Civil servants keen to lend a helping hand


Article from the Hong Kong’s Information Services Department on July 16, 2006

Category: Volunteering

Secret Angle Article Photo

Dedicated volunteers: (from left) Paul Lau, Charles Lau, Wilson Lee and Anna Lee pitch in to help their communities.

Charles Lau spends much of his free time with the younger generation. He takes groups of teens on camping trips for outdoor survival training. He also welcomes two girls in foster care into his home to spend time with his family.

The medical social worker with the Social Welfare Department is a keen member of the Staff Volunteer Team, and joined its “Angel Action” programme four years ago. It encourages members and their families to invite kids in foster care to join in their family activities.

“I want to help people more outside my working hours,” Mr Lau said.

The girls are the same age as his 14-year-old daughter and 12-year-old son. He always felt his own children were lucky to have a supportive family, and wanted them to know not everyone is as fortunate.

Instead of showering the girls with gifts, Mr Lau and his family try to create a home-like environment for them. “The kids are most happy when my wife makes them snacks. They always ask when we are going to have another visit.”

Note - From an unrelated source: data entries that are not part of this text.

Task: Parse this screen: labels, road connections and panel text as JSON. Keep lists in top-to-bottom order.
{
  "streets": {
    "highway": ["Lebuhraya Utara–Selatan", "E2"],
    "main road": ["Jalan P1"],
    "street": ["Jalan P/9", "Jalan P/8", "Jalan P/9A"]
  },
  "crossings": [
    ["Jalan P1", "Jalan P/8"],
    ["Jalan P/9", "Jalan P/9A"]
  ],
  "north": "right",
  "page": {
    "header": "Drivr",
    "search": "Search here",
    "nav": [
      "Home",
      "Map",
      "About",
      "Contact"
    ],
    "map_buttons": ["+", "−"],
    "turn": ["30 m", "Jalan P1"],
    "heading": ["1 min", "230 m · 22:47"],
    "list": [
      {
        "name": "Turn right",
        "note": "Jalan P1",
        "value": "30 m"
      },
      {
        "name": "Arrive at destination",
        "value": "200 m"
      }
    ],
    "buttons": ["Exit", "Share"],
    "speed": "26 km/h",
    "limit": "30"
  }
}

According to Mr Lau, the interaction between his family members and the girls enriches all their lives. The girls get warmth and a taste of the family life they deserve while he gets two more family members.

“We took them to visit our friends and relatives at Chinese New Year. We watch them grow and feel like a family,” Mr Lau noted.

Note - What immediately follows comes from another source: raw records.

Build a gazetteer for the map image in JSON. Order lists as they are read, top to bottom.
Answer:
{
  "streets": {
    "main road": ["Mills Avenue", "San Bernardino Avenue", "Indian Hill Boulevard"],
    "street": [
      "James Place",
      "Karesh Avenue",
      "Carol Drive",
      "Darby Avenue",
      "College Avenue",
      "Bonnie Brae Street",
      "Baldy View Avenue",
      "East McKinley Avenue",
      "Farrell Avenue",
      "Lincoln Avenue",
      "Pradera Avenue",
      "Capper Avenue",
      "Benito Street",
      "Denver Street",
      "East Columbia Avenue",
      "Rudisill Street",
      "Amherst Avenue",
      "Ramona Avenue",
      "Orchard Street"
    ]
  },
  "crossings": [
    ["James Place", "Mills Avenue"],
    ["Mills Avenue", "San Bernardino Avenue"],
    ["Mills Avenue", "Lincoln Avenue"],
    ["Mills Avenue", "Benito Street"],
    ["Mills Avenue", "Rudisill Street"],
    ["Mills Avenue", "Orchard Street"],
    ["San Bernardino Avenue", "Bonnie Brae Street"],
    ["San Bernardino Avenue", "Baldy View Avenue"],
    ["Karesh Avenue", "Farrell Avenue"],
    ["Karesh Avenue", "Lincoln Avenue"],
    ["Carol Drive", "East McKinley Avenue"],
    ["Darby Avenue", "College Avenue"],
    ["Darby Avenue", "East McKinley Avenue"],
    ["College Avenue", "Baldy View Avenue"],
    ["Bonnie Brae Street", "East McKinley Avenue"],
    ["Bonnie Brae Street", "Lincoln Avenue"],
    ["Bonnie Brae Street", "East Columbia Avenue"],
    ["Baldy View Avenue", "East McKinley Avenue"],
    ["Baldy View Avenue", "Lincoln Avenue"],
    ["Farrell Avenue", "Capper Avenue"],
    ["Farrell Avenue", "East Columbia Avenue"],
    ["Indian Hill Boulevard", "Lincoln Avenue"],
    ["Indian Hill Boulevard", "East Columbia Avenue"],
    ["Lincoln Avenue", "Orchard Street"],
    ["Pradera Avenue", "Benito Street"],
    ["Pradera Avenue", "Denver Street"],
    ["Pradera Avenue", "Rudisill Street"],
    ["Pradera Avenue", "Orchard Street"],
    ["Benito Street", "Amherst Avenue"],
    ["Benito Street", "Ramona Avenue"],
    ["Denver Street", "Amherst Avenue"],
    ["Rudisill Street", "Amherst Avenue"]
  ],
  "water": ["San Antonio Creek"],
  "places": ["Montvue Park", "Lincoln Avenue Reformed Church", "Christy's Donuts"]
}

His son Paul feels the experience teaches him more than he would learn from everyday life. “I learned that material satisfaction does not equal happiness. They can get all the things they need in foster homes but what they really want is family life,” he said.

8,000 civil servants join 60 volunteer teams
The Social Welfare Department’s Staff Volunteer Team was set up under the Civil Service Volunteer Work Program, which had nearly 8,000 civil-servant volunteers in 60 teams at the end of 2005. Last year, they contributed more than 120,000 hours of service to the community.

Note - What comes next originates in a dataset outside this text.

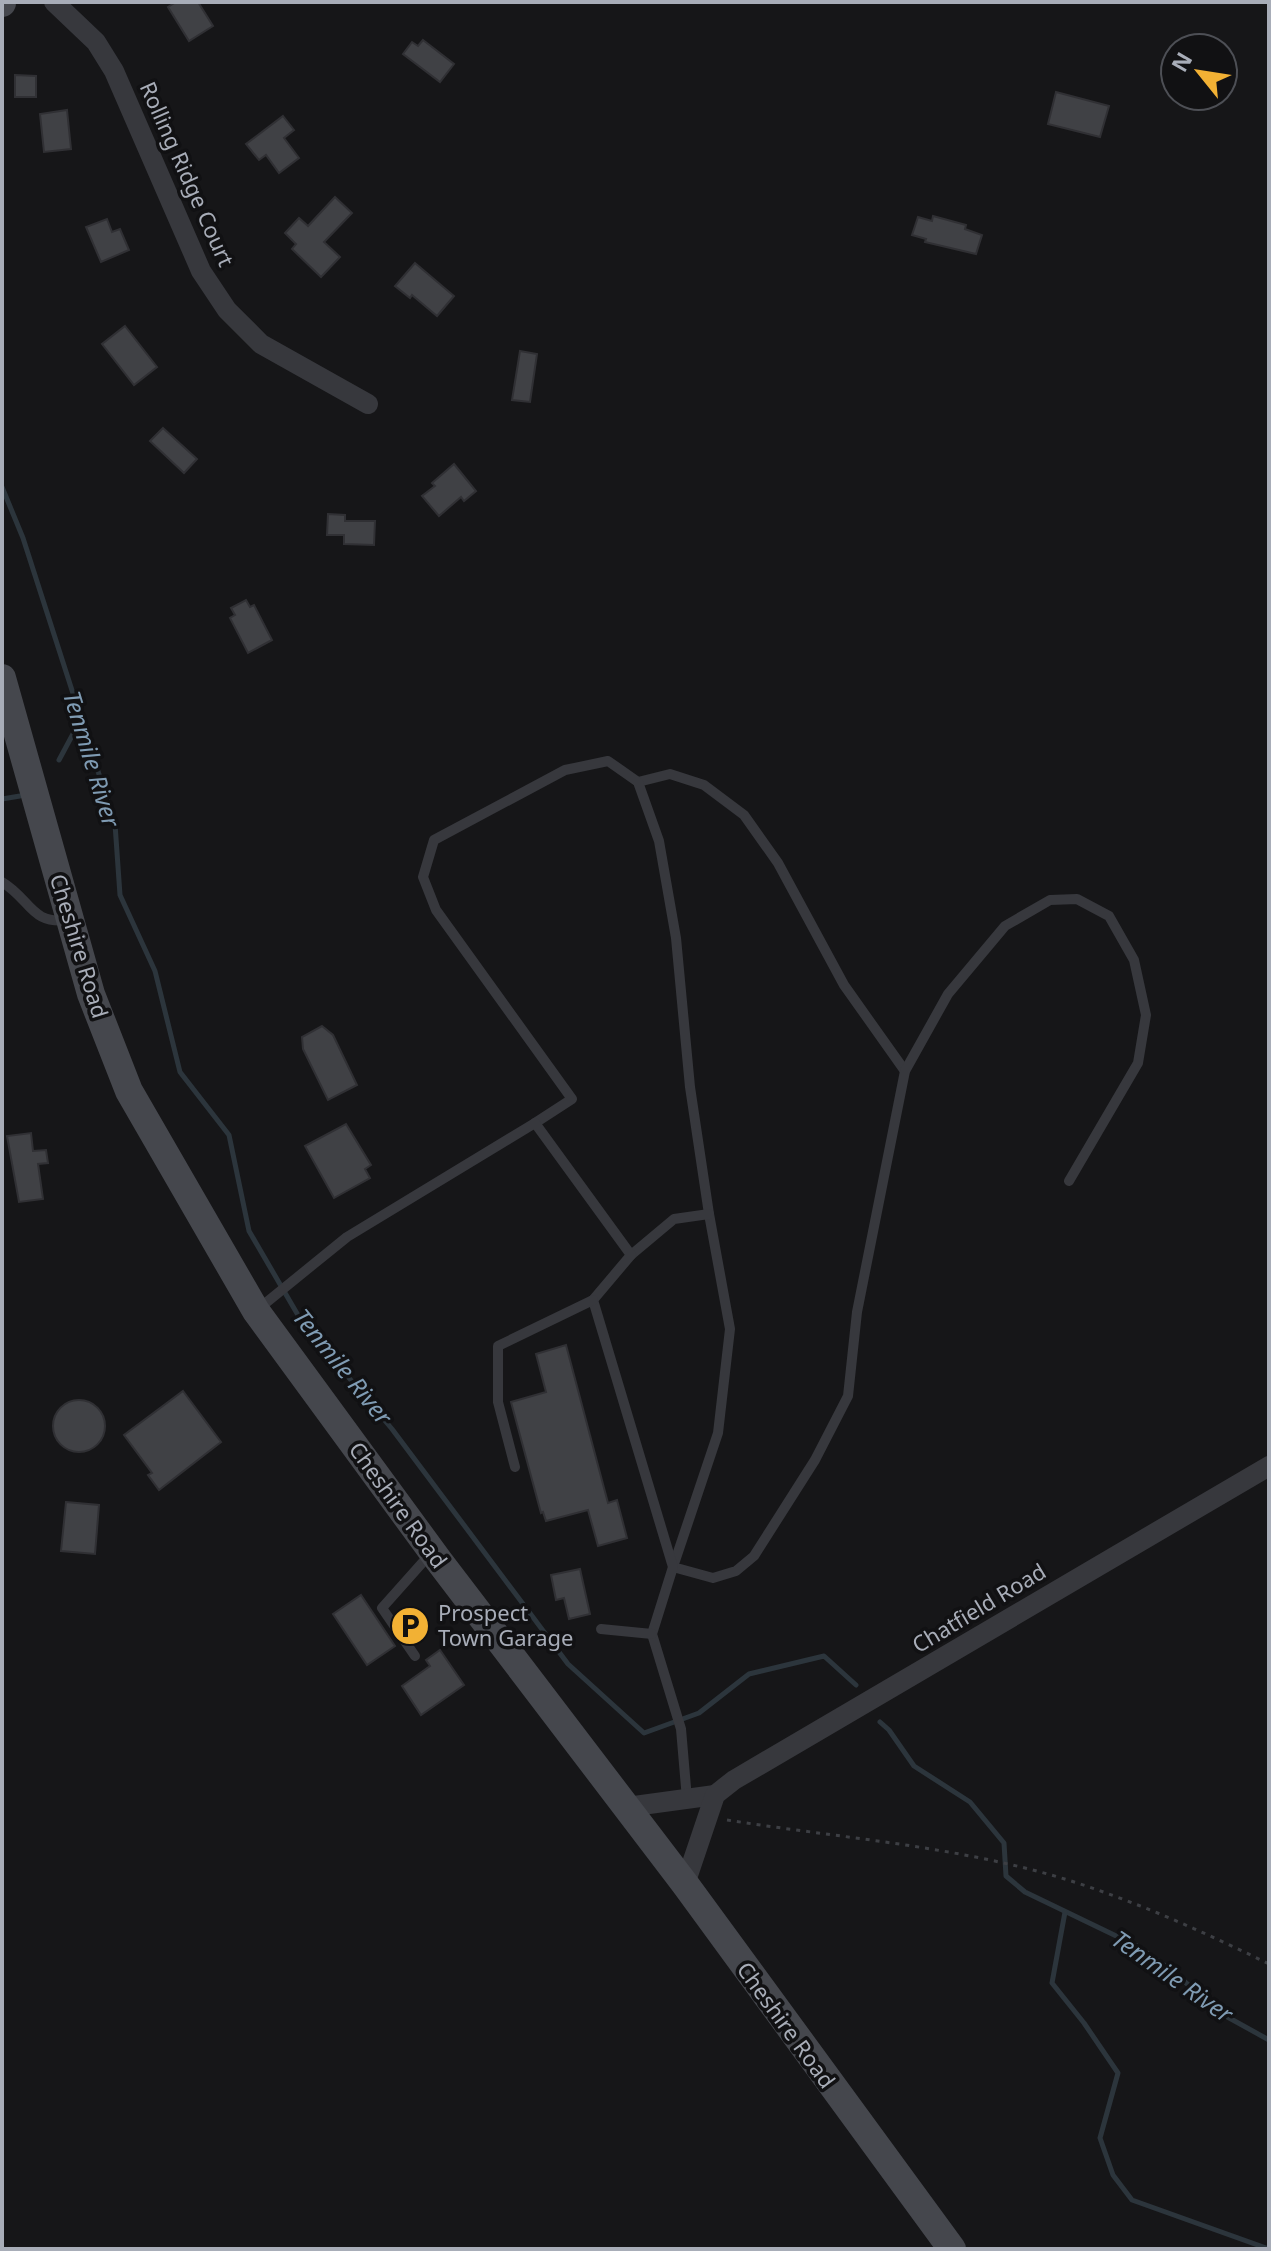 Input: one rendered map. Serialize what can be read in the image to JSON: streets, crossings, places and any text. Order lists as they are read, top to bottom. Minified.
{"streets":{"main road":["Cheshire Road"],"street":["Rolling Ridge Court","Chatfield Road"]},"crossings":[["Cheshire Road","Chatfield Road"]],"water":["Tenmile River"],"places":{"parking":["Prospect Town Garage"]},"north":"top left"}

Other volunteer teams, like the Office of the Government Chief Information Officer (OGCIO) Volunteer Team, use their expertise to help the community.

This team helps non-governmental organisations such as CyberSenior with technical support for their websites. CyberSenior aims to promote the use of information technology for the elderly. The OGCIO team helped them upload their members’ blogs onto the web.

The team is also joining hands with the Hans Andersen Club, which specialises in child and youth services, to offer computer classes for new immigrant children and their parents.

Departments join hands to help
Team member Wilson Lee said the OCGIO Volunteer Team had worked with 10 other teams from different departments such as the Customs & Excise Department and Water Supplies Department. They can easily recruit volunteers from other departments through e-mail whenever they are need outside help.

His teammate Anna Lee says joining hands is more effective as potential volunteers have more choice of services that interest them.

“It is easier for us to organise events because we can recruit members from outside our department,” she said.

Since the implement of the five-day week in Government departments, Ms Lee said she can now have a more balanced allocation of time between volunteer work and family life.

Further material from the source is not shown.